Using the records below, find every line that includes "strong" and copy it.
#### RECORDS FOR THE EXERCISE ####
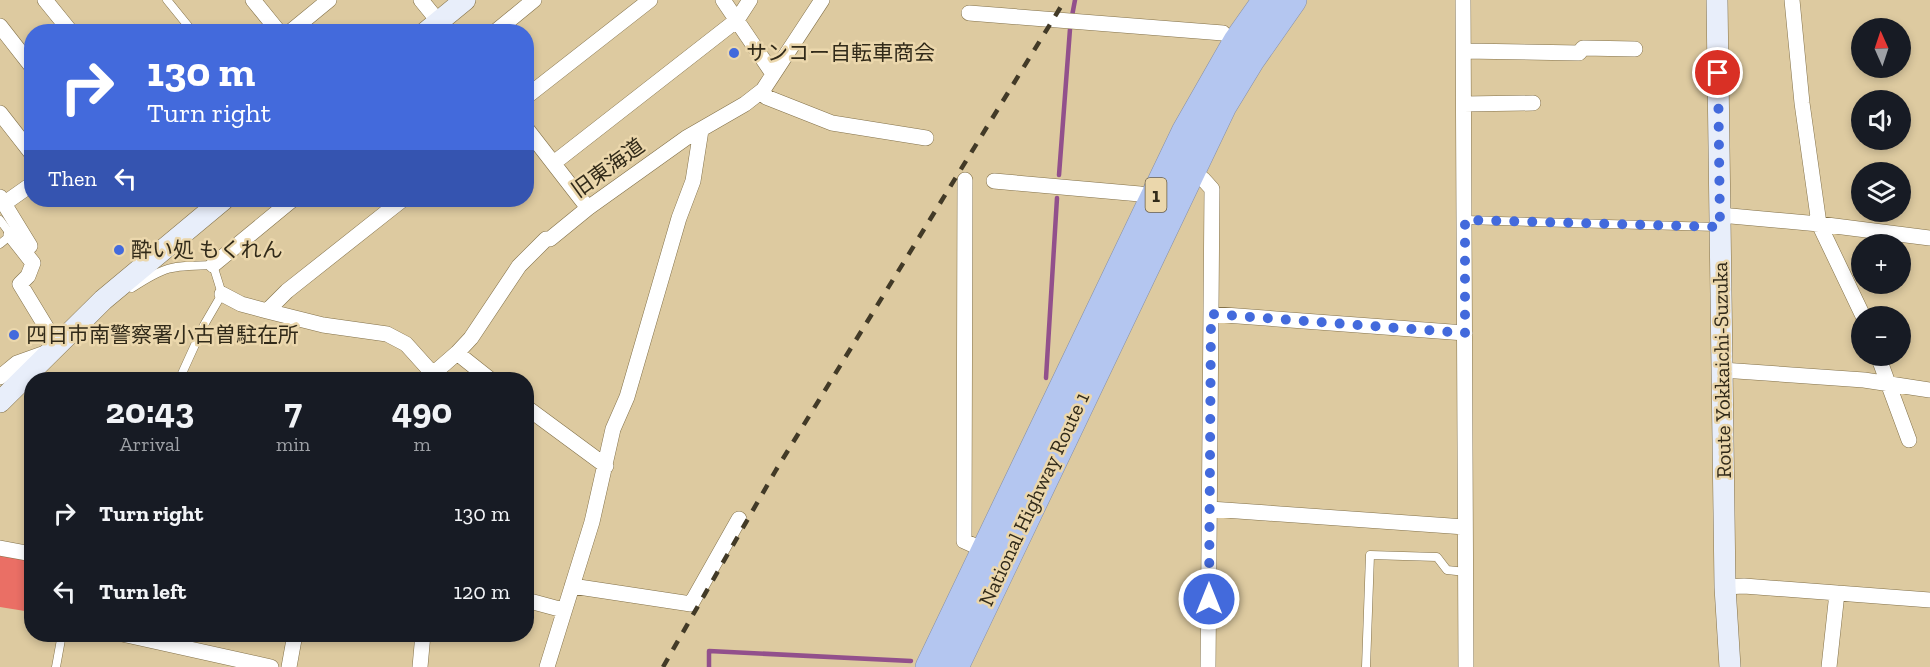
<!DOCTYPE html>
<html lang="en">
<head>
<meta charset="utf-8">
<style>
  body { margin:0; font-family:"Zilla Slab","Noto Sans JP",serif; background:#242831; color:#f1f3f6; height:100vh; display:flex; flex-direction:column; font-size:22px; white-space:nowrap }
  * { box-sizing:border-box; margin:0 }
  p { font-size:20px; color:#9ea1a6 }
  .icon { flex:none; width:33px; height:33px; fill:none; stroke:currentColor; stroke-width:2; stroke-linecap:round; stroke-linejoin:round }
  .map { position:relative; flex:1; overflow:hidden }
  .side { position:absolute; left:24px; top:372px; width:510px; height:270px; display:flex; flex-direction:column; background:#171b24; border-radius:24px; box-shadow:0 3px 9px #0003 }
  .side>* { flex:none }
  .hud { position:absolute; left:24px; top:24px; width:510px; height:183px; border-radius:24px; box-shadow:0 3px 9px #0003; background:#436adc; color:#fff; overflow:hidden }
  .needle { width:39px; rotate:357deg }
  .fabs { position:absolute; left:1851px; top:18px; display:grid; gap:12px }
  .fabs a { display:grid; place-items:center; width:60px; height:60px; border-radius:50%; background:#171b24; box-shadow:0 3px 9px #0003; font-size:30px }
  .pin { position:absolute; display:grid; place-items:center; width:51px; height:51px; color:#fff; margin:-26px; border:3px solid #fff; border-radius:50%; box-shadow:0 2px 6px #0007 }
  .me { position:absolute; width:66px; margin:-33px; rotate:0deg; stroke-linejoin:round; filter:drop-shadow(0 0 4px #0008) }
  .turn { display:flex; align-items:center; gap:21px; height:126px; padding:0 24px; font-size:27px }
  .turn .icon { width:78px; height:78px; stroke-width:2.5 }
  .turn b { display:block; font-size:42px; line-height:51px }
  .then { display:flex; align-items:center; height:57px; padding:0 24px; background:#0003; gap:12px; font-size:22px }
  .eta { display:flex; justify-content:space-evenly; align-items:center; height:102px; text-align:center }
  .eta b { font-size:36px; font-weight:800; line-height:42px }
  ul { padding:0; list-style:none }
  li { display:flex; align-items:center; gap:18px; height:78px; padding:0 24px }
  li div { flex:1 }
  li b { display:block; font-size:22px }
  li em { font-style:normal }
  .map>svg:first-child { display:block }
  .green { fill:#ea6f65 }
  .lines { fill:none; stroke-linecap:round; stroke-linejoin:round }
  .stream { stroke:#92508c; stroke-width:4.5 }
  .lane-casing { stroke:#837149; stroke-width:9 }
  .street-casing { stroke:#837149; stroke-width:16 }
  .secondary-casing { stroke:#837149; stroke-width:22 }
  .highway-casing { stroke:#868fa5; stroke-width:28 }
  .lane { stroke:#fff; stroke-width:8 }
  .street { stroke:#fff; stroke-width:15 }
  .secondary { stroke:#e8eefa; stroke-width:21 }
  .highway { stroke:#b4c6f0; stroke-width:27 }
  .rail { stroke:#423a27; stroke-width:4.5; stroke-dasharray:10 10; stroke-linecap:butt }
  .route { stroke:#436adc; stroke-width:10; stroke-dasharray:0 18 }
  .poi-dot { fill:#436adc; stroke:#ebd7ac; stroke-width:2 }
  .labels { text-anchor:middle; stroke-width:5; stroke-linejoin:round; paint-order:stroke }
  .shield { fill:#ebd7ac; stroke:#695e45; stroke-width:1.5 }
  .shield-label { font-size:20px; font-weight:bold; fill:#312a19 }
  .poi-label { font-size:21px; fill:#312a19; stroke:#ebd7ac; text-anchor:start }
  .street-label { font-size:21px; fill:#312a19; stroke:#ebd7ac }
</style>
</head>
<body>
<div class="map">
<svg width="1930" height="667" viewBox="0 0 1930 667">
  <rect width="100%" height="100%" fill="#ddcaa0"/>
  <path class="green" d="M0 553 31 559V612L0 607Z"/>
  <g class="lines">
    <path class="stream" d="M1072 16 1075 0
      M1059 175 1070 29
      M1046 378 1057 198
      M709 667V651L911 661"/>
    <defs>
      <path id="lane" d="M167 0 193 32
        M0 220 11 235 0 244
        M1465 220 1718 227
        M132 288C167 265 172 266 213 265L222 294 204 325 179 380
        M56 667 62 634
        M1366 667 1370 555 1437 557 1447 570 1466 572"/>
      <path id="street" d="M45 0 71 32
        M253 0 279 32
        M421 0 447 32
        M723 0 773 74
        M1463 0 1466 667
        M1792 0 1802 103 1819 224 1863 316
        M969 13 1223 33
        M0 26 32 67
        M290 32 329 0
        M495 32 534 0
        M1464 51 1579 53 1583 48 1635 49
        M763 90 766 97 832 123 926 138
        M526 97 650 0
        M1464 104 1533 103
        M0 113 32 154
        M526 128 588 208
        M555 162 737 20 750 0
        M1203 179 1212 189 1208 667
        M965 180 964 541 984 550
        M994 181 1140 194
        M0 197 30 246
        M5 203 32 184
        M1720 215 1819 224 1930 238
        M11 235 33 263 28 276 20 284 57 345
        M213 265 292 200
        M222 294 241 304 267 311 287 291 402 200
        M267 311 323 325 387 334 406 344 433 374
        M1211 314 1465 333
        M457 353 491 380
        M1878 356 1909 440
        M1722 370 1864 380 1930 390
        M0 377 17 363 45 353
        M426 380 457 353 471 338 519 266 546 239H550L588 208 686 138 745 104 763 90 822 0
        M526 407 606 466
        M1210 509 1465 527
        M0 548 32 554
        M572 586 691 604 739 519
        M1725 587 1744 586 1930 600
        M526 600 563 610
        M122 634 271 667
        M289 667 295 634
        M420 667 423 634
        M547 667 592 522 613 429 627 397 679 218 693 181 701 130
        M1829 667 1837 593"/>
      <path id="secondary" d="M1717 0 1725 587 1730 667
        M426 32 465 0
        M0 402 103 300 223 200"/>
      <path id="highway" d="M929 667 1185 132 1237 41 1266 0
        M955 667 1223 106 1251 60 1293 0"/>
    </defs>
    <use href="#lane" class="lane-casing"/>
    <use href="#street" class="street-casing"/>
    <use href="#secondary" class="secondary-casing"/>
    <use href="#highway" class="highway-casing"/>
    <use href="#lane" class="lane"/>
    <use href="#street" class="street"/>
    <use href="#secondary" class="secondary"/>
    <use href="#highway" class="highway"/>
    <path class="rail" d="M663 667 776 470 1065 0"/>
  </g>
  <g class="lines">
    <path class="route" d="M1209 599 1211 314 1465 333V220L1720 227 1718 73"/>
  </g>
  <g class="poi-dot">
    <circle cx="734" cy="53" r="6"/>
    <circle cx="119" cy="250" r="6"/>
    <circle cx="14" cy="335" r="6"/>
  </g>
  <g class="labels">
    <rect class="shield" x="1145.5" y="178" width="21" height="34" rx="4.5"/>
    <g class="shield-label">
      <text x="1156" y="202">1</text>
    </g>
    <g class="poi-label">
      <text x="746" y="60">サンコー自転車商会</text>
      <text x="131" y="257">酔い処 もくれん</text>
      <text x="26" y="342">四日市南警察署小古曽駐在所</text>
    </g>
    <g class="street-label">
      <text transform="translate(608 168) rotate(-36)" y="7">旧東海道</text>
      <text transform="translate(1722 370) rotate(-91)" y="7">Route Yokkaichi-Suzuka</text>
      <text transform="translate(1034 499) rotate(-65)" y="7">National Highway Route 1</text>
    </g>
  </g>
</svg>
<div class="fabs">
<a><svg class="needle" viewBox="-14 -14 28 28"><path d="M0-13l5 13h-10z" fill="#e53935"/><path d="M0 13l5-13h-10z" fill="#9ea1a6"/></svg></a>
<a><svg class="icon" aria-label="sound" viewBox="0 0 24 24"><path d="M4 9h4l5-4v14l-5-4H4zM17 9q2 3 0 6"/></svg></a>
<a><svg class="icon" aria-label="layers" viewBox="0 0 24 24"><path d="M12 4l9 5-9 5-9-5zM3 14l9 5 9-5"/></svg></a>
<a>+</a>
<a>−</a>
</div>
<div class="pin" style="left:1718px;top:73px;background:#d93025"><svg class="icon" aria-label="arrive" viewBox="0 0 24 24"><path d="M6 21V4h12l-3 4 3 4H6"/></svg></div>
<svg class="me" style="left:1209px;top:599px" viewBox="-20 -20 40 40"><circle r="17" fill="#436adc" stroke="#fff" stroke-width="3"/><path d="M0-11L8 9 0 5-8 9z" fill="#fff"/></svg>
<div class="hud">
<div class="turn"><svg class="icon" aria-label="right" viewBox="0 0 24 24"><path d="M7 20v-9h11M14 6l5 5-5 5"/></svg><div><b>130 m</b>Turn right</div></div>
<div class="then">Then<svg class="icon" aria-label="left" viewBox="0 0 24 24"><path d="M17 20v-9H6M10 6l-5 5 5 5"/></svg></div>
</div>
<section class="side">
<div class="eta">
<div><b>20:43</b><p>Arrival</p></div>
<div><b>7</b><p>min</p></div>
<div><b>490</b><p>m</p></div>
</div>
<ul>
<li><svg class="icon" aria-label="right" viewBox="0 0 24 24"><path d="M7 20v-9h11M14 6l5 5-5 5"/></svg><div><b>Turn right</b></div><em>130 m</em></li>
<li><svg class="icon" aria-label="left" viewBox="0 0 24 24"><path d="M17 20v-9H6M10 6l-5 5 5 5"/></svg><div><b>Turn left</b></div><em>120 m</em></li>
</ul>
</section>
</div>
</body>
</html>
####
#### RECORDS FOR THE EXERCISE ####
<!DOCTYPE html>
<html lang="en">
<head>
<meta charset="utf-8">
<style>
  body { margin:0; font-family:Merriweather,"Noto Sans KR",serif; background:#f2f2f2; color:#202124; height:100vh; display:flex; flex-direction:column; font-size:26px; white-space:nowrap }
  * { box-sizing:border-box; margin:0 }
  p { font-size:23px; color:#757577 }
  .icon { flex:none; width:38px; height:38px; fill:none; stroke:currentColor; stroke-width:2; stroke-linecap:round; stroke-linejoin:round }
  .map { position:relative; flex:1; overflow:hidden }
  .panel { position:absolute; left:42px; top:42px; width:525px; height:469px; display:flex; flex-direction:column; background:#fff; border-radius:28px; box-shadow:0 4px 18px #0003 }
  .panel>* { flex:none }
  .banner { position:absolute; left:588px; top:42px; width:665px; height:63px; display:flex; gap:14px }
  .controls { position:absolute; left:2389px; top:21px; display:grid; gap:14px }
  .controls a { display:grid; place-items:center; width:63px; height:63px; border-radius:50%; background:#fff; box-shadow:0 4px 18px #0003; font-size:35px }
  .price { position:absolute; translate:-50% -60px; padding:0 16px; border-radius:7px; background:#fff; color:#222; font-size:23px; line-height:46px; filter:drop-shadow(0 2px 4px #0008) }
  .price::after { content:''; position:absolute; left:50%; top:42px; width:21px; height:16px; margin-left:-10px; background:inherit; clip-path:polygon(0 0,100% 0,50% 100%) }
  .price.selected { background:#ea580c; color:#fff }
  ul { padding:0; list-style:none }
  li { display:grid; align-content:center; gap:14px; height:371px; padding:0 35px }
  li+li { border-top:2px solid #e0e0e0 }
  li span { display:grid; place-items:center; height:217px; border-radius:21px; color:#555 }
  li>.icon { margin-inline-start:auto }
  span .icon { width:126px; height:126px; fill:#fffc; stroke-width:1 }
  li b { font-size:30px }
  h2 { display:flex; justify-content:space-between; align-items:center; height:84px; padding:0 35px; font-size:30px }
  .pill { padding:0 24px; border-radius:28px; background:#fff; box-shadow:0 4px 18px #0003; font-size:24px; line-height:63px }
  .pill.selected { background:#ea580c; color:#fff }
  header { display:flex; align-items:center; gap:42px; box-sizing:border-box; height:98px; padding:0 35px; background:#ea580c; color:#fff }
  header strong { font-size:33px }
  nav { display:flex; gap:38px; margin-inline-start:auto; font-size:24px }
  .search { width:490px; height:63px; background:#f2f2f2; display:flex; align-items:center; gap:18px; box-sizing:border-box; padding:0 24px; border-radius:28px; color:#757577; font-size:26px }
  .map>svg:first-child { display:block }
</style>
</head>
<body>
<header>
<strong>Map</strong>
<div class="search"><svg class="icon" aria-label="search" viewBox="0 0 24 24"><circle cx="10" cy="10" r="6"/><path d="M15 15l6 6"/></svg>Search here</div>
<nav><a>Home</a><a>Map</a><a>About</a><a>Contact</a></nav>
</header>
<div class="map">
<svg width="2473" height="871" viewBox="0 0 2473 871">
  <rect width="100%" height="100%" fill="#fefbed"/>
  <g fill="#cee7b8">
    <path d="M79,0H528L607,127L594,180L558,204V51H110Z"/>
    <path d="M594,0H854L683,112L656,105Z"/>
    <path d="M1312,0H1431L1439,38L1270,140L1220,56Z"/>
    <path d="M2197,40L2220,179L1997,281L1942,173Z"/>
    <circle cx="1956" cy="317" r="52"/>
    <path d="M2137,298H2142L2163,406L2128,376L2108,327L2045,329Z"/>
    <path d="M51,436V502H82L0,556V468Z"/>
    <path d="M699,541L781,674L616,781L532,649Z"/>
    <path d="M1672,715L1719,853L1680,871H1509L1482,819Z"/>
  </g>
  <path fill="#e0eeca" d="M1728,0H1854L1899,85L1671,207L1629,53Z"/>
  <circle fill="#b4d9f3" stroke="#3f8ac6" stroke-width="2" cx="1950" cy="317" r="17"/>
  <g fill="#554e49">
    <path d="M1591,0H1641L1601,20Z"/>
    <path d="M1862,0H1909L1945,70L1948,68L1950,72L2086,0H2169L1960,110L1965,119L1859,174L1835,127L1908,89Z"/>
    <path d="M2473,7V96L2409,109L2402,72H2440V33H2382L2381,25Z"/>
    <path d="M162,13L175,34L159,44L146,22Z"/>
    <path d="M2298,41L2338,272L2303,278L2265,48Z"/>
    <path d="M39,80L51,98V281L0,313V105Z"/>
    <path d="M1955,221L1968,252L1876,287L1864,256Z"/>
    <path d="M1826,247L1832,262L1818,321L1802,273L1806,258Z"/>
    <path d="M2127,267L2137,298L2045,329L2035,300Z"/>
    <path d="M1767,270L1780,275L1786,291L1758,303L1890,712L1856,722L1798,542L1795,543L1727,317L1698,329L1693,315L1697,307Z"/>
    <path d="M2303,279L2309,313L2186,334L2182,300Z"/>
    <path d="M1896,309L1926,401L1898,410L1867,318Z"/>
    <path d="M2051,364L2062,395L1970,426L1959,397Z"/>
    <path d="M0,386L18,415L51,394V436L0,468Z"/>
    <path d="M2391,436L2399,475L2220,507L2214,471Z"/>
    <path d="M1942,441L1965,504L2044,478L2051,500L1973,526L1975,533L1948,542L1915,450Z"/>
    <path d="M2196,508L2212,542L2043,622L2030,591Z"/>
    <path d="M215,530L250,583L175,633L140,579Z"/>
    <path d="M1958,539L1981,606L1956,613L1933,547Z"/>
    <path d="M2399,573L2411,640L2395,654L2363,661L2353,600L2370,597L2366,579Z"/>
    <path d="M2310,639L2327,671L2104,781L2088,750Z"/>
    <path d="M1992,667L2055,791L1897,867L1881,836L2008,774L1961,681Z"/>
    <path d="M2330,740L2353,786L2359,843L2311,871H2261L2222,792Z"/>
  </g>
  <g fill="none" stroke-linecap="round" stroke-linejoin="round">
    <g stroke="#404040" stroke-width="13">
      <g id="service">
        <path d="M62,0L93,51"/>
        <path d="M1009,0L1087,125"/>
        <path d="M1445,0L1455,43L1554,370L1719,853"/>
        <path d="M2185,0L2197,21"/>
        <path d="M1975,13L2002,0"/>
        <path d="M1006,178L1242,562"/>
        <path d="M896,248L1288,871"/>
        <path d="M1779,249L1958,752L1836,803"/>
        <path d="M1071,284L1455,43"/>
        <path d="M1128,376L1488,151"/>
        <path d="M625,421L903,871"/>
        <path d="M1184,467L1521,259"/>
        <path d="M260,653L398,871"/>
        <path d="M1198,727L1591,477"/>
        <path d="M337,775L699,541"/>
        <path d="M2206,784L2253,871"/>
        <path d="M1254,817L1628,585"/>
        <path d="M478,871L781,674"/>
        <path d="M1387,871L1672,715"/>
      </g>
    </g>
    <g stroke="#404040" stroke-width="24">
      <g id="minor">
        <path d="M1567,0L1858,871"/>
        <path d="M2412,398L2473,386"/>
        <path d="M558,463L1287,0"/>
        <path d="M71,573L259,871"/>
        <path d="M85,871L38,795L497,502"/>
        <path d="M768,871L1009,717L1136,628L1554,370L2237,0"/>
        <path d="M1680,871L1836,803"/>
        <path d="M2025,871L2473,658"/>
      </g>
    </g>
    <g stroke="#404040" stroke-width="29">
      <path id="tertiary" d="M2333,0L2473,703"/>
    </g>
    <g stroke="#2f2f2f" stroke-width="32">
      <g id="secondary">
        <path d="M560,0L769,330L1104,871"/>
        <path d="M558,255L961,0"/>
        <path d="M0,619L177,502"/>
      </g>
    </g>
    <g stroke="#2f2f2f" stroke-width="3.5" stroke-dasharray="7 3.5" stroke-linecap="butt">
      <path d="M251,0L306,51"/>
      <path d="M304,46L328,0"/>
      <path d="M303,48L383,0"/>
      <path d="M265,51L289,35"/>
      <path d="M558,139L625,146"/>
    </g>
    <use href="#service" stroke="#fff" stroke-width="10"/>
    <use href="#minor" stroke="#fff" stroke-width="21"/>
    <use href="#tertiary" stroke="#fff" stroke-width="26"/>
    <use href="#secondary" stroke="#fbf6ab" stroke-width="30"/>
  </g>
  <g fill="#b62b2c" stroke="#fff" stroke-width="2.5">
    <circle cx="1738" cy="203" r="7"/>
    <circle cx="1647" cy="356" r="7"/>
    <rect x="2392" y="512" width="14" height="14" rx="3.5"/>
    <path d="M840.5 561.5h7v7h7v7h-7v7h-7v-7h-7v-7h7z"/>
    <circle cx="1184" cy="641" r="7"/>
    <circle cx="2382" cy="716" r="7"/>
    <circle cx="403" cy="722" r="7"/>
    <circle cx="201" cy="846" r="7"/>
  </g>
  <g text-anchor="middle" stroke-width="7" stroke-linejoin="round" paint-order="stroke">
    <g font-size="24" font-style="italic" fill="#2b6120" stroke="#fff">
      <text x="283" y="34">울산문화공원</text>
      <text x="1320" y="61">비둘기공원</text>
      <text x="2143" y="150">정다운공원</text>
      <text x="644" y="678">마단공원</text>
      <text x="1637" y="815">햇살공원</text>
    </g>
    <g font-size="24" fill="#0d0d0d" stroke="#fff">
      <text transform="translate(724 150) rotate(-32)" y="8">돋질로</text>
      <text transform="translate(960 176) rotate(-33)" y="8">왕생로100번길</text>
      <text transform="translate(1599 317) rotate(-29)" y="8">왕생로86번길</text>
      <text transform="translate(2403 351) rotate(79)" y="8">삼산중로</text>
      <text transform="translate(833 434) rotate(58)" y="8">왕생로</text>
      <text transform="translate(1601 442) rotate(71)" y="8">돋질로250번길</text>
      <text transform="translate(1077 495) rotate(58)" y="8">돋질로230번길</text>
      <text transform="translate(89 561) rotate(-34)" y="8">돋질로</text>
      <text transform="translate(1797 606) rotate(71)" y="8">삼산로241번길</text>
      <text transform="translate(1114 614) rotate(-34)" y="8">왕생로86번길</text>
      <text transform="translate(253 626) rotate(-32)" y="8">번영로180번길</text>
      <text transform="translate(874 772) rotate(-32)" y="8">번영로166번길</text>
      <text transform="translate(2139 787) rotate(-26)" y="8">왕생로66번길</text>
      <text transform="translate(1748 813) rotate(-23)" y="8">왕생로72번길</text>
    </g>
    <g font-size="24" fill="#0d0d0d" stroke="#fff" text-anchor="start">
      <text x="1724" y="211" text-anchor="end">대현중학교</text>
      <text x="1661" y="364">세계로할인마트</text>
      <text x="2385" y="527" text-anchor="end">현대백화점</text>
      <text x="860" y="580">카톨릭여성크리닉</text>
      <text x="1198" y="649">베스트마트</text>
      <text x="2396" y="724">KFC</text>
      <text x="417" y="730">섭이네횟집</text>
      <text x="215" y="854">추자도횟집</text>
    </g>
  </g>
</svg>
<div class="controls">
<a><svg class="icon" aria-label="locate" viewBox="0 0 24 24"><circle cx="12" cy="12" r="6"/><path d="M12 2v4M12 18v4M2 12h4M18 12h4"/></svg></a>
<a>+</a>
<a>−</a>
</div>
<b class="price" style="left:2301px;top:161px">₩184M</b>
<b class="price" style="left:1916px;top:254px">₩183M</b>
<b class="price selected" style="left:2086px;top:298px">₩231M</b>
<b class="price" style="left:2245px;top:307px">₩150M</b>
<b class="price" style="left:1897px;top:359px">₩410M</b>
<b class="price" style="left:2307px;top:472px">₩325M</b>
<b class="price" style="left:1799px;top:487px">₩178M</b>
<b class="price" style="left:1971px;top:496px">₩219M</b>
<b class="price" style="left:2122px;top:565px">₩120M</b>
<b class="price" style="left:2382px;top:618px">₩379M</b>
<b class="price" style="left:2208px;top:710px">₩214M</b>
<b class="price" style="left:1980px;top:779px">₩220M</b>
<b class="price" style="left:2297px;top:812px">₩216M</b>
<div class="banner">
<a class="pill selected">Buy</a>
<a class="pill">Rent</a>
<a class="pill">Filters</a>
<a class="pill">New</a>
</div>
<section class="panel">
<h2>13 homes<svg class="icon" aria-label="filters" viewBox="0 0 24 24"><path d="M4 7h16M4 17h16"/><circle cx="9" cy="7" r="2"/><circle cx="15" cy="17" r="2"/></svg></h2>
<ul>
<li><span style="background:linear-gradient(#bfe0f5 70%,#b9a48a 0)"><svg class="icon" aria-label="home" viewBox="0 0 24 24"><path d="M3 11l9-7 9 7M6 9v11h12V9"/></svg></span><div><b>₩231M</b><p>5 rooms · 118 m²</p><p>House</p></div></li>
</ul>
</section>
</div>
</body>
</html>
####
SOLVED EXERCISE =>
  header strong { font-size:33px }
<strong>Map</strong>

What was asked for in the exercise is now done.